Ks. Marceli Ciemniewski zmarł 28 marca 1927 r.. Spoczywa na wareckim cmentarzu. Mieszkańcy Warki pamiętają o swoim proboszczu. Jego imię nosi Miejsko-Gminna Biblioteka Publiczna. W kościele Matki Bożej Szkaplerznej w 150. rocznicę urodzin, 115. rocznicę objęcia parafii i 85. rocznicę śmierci odsłonięto pamiątkową tablicę. W 2013 r. Muzeum im. Kazimierza Pułaskiego wydało książkę Remigiusza Matyjasa „Ks. Marceli Ciemniewski 1862-1927. Świat z przełomu epok”.
Podtytuł książki R. Matyjasa brzmi „Świat z przełomu epok”. Rzeczywiście, wydarzenia na świecie i w Polsce, procesy i zjawiska dotyczące społeczeństwa wskazywały, że kończy się stary świat i nadchodzi nowy. Zdaniem ks. Marcelego działo się to zbyt szybko, zbyt drastycznie, za bardzo pochopnie i bezrefleksyjnie. Wskazywał i punktował zagrożenia jakie niesie za sobą nowy świat odchodzący od moralności chrześcijańskiej i katolickiej. Z perspektywy naszych czasów nasuwa się przekonanie, że trafnie je ocenił. Problemy świata, który piętnował kapłan pozostały, a co gorsze pojawiły się nowe… Rodzą się pytania – czy dziś żyjemy u progu nowej epoki?, czy potrzebni są odważni ludzie tacy jak warecki proboszcz?
Piotr Kupnicki
Słowniczek:
Diecezja ( z grec „dioikesis” – zarządzać domem, sprawowanie zarządu) – biskupstwo, jednostka administracyjna w kościołach chrześcijańskich podległa biskupowi. Archidiecezja to diecezja, której ordynariuszem jest arcybiskup. Diecezje zazwyczaj są zgrupowane w metropolie. Metropolia to prowincja kościelna obejmująca kilka diecezji oraz archidiecezję, od której najczęściej przejmuje nazwę.

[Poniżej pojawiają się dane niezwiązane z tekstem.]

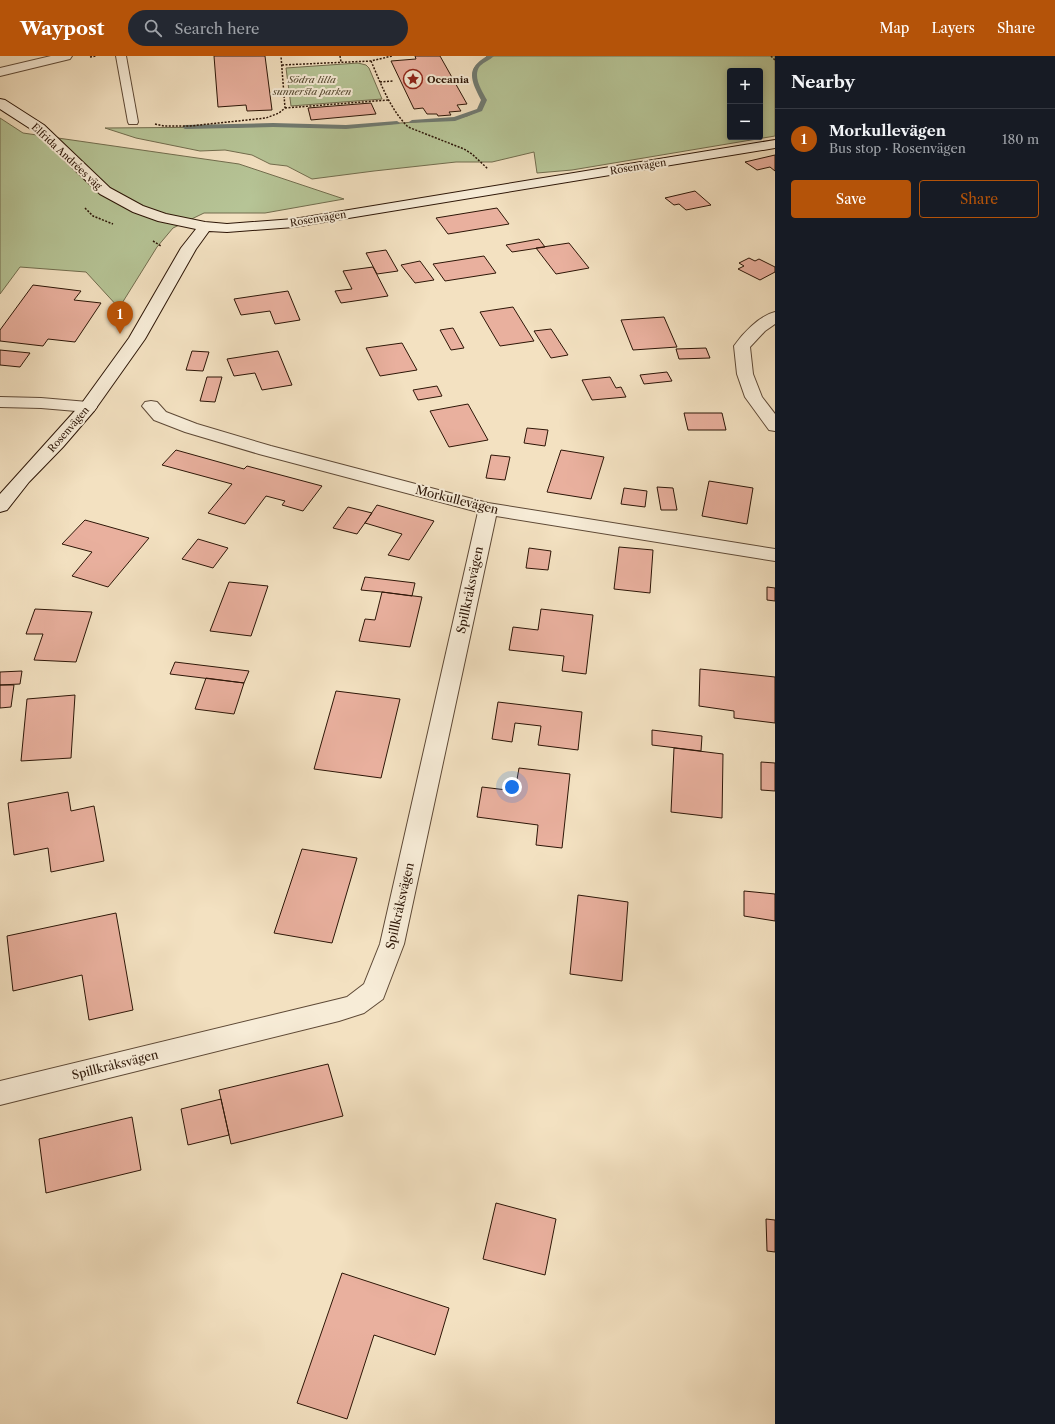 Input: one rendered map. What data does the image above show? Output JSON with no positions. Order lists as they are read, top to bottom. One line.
{"streets":{"street":["Elfrida Andrées väg","Rosenvägen","Morkullevägen","Spillkråksvägen"]},"crossings":[["Elfrida Andrées väg","Rosenvägen"],["Morkullevägen","Spillkråksvägen"]],"parks":["Södra lilla sunnersta parken"],"places":{"place":["Oceania"]},"page":{"header":"Waypost","search":"Search here","nav":["Map","Layers","Share"],"heading":"Nearby","map_buttons":["+","−"],"list":[{"mark":"1","name":"Morkullevägen","note":"Bus stop · Rosenvägen","value":"180 m"}],"buttons":["Save","Share"],"pins":"1"}}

Kanonik łac. canonicus – wczesnośredniowieczna nazwa duchownych żyjących przy katedrach. Obecnie kapłan uhonorowany tą godnością za szczególne zasługi dla kościoła lokalnego, zobowiązany do sprawowania określonych obrzędów liturgicznych wraz z innymi kanonikami lub miejscowym biskupem. Zwykle kanonik to członek wspólnoty kapłanów (kapituły) związanej z katedrą lub kolegiatą.
Kapituła – organ kolegialny (łac. collegalis- zbiorowy, należący do wspólnoty) w Kościele Katolickim złożony z duchownych.
Kolegiata - (łac. collegium – zgromadzenie równoprawnych urzędników) – kościół niebędący katedrą, przy którym istnieje kapituła kanoników.